Slayer, circa 2013.  From left:  Tom Araya, Paul Bostaph, Kerry King, Dave Lombardo.

Not this.

There was a sort of last gasp for Thrash right at the end of the decade, helped along by the conspiratorial fervor inculcated by the 40th anniversary of the purported 1947 UFO crash at Roswell, New Mexico, and the impetus this afforded Whitley Streiber’s books about alien abduction (which became a national pastime from 1988 onward).  1990, marked by renewed military tensions with Iraq, was the high water mark of this movement.  Megadeth, for instance, got some renewed mileage out of the first Gulf War.  I saw them in March 1991 at Pink's Garage in Honolulu, shortly after our victory over Iraq, at which Mustaine roused the mostly-military audience with an early use of the "Crush 'em" catch phrase, as in "Did we crush 'em or what?", just before launching into a spirited rendition of "Holy Wars."  (I suppose sometimes an anti-war sentiment can take a back seat to aggression, when marketing your sound to an Army crowd.)  But Megadeth has since fallen from prominence (a situation perhaps hastened by Mustaine's being Born Again); Anthrax is seemingly nowhere to be found; and while Slayer and Suicidal Tendencies have continued touring (with all the requisite temporary breakups and lineup changes that the Thrash gods require), they've released relatively little of note in the past two decades.  (For what it's worth, Slayer released a new song in 2014, after a five-year hiatus, and are set to release a new album this year.  But the 2013 loss of founding member Jeff Hannenman to liver failure seems to have left them uncertain about their future.) 

Suicidal Tendencies, the most psychologically-oriented of the Thrash bands.  Lead Singer Mike Muir enunciated the fears and personal issues of teenage America perfectly (rumor has it he was once an American teen himself).  From left:  Crap.  This band has had 31 members since its inception in 1981.  I'm not even gonna try.

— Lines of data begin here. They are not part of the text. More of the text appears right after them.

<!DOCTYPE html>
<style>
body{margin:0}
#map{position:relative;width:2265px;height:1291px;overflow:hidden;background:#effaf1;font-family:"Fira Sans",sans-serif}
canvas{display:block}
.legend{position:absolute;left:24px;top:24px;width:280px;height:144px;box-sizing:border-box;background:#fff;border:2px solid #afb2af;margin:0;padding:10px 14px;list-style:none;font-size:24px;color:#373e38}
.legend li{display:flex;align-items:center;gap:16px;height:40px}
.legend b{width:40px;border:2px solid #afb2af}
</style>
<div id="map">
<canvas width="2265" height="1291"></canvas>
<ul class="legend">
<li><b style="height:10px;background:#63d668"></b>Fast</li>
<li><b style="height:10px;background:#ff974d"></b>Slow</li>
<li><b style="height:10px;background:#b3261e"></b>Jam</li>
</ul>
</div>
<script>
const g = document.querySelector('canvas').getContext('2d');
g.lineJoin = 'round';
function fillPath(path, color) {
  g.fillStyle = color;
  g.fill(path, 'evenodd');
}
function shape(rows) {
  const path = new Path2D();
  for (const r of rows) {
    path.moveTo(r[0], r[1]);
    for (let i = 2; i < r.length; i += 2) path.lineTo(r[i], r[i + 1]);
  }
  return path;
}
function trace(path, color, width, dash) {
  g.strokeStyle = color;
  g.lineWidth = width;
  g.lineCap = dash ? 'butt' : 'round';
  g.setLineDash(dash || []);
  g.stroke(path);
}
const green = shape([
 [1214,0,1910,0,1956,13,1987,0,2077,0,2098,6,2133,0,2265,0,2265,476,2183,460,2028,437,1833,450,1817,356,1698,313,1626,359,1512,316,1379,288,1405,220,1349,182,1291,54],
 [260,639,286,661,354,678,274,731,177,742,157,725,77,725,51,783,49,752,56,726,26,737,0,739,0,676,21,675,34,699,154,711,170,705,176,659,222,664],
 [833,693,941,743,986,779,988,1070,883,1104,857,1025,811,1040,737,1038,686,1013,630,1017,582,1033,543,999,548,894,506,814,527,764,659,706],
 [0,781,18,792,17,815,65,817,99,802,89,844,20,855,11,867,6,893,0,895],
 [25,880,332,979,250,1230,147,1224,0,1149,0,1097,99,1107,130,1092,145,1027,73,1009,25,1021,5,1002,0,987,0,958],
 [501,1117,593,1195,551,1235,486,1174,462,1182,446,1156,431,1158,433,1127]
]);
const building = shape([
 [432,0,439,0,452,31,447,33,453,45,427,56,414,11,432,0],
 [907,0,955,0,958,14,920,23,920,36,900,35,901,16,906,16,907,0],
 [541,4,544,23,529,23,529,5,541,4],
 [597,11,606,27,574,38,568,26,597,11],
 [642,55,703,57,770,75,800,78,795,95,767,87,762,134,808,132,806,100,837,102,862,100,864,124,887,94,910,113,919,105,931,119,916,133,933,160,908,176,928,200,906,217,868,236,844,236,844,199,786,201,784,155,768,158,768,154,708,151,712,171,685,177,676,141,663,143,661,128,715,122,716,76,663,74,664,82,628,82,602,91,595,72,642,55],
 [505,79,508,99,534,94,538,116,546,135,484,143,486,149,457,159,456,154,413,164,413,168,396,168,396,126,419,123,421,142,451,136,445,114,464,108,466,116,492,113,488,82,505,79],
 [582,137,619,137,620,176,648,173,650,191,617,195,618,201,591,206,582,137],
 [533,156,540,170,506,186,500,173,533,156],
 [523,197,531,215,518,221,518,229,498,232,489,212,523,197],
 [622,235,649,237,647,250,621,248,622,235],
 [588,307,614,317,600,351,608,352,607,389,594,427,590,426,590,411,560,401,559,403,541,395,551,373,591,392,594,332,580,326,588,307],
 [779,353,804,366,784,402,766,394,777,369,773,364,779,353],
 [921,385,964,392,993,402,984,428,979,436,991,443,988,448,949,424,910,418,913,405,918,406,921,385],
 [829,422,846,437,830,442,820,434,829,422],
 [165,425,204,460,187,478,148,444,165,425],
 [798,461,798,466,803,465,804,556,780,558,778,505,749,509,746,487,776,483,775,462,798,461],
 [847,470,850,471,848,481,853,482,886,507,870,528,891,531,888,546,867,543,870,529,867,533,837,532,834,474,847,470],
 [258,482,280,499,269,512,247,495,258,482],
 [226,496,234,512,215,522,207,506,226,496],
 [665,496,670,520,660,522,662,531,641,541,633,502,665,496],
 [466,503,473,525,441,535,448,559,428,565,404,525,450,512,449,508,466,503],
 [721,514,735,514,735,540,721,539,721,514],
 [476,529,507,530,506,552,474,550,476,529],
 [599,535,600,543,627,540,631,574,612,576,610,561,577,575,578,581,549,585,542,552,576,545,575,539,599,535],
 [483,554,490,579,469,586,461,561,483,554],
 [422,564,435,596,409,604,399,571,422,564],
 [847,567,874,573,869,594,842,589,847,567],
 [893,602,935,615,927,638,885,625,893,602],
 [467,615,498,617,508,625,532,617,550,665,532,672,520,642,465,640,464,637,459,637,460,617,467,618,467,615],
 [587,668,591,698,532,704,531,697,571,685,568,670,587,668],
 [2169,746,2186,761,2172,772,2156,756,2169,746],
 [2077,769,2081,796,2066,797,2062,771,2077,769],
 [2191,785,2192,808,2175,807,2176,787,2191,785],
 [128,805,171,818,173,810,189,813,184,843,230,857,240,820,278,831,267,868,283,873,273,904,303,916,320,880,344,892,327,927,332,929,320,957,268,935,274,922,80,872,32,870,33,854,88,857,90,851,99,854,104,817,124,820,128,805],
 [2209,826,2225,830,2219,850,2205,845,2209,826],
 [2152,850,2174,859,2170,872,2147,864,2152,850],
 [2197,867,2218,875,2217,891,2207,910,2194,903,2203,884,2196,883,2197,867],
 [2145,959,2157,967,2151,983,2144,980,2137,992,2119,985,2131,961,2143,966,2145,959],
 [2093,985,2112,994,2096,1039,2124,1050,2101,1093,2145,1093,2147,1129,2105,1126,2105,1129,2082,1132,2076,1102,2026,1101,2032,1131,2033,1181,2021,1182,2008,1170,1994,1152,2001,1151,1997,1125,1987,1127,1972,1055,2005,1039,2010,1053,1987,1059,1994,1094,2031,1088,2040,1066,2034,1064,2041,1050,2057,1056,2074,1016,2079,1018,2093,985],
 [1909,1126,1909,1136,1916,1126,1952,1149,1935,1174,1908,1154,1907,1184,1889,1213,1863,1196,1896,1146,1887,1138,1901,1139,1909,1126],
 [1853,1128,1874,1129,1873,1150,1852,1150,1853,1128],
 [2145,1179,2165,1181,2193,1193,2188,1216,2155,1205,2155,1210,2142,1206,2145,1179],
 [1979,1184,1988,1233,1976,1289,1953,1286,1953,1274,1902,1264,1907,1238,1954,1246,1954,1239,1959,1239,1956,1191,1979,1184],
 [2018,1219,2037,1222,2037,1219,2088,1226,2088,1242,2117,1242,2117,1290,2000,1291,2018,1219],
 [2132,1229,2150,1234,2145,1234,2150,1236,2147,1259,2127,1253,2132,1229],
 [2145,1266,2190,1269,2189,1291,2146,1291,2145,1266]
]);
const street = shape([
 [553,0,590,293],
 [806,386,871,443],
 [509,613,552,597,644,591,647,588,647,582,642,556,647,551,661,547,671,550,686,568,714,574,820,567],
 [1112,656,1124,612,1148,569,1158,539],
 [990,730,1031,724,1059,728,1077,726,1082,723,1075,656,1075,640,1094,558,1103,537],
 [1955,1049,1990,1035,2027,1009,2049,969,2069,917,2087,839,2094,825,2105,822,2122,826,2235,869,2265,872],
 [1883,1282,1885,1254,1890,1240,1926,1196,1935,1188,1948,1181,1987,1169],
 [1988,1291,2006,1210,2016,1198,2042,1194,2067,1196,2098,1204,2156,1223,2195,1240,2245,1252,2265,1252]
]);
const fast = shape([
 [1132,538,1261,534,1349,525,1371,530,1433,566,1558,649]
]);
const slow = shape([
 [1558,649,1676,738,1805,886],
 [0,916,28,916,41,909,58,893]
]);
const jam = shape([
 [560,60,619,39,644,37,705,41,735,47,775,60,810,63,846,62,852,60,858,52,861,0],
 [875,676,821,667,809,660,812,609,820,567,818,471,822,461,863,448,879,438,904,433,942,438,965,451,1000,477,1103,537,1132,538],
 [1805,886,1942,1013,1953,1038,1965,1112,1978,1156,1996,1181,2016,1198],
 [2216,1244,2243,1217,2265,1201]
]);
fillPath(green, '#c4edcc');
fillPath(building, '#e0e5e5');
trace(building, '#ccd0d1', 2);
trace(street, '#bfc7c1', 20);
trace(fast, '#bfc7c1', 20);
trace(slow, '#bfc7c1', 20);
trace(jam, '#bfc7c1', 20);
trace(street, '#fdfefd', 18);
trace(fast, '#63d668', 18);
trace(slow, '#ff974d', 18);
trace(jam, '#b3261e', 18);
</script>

As for Metallica, their sound has notoriously evolved since the 1980s, taking on a more downtempo, melodious form, with much more personal lyrics focused on mental health, substance abuse, interpersonal relationships and feelings of guilt and inadequacy, such as “Low Man’s Lyric,” from 1997’s Re-Load, in which singer / guitarist James Hetfield demeans himself thusly:

The trash fire is warm
But nowhere’s safe from the storm
And I can't bear to see
What I've let me be
So wicked and worn
So as I write to you
Of what is done and to do
Maybe you'll understand
And won't cry for this man
'Cause Low Man is due
Please forgive me
Please forgive me
Please forgive me
So low the sky is all I see
All I want from you is forgive me
So you bring this poor dog in from the rain
Though he just wants right back out again
And I cry to the alley way
Confess all to the rain
But I lie, lie straight to the mirror
The one I've broken, to match my face 

The latter history of this trend undoubtedly reflects the influence of one of the 90s’ main mega-successes, Nirvana (credited with massively popularizing, if not exactly inventing, the West Coast or “Seattle” genre typified by such Grunge acts as Mudhoney, Soungarden and Alice in Chains), but some elements of the shift were in play well before the turn of the decade.  Justice was a step in that direction, noted by critics for having shed much of the band's Thrash trappings in favor of a more "progressive metal" sound.  It's worth pointing out that the album's release coincides with the end of the Reagan administration, and comes well after the fall of the Berlin Wall.  If Justice was a step, then their eponymously-titled 1991 release (“the Black Album” to fans) was a giant leap.  It was much more introspective than their previous work (including the ballad “Nothing Else Matters” and the pensive, personal “Unforgiven”), and was the first studio album to largely discard the buzzsaw-guitar riffing identified with the Thrash sound.  The band’s overall appreciation of wartime conflict appears to have reversed, perhaps in response to the 1990 Gulf War; contrast the chorus of “Disposable Heroes,” from 1986’s Master of Puppets

Soldier boy, made of clay
Now an empty shell
Twenty-one, only son
But he served us well
Bred to kill, not to care
Do just as we say
Finished here, greeting Death
He’s yours to take away

…with that of “Don’t Tread On Me,” and its threat-of-the-rattlesnake motif:

So be it
Threaten no more
To secure peace
Is to prepare for war
So be it
Settle the score
Touch me again for the words you will hear evermore

Contrast, too, two songs about addiction, starting with the title track to Master of Puppets (about cocaine, menacing those poor fools who dared try it):

Taste me, you will see
More is all you need
Dedicated to
How I’m killing you

…versus “The House that Jack Built,” from Load, a self-deprecating, first-person confessional (based on Hetfield’s own struggle with alcohol addiction):

Open door, so I walk inside
Close my eyes, find my place to hide
And I shake as I take it in
Let the show begin

(…introduction and repeated refrain…)

The higher you are
The farther you fall
The longer the walk
The farther you crawl
My body, my temple
This temple, it tilts
Yes, this is the house that Jack built


By the time the band released Load, five years after the Black Album, they had almost completely abandoned buzzsaw riffing and fast punk rhythms.  While the band still has many die-hard old fans, and may have won some new ones with the "Mellowica" approach, they are most certainly no longer a Thrash band per se; it’s something they keep in their repertoire, but only by way of maintaining setlist standards from the mid-90s and earlier.  Even the harder-edged St. Anger (“stanger,” get it?), released in 2003, has more in common with David Bowie’s Tin Machine-era metal than with Thrash:  the guitars are de-emphasized, solos nonexistent, with the drums brought into the foreground, and a raw, garagey production sensibility prevailing over all.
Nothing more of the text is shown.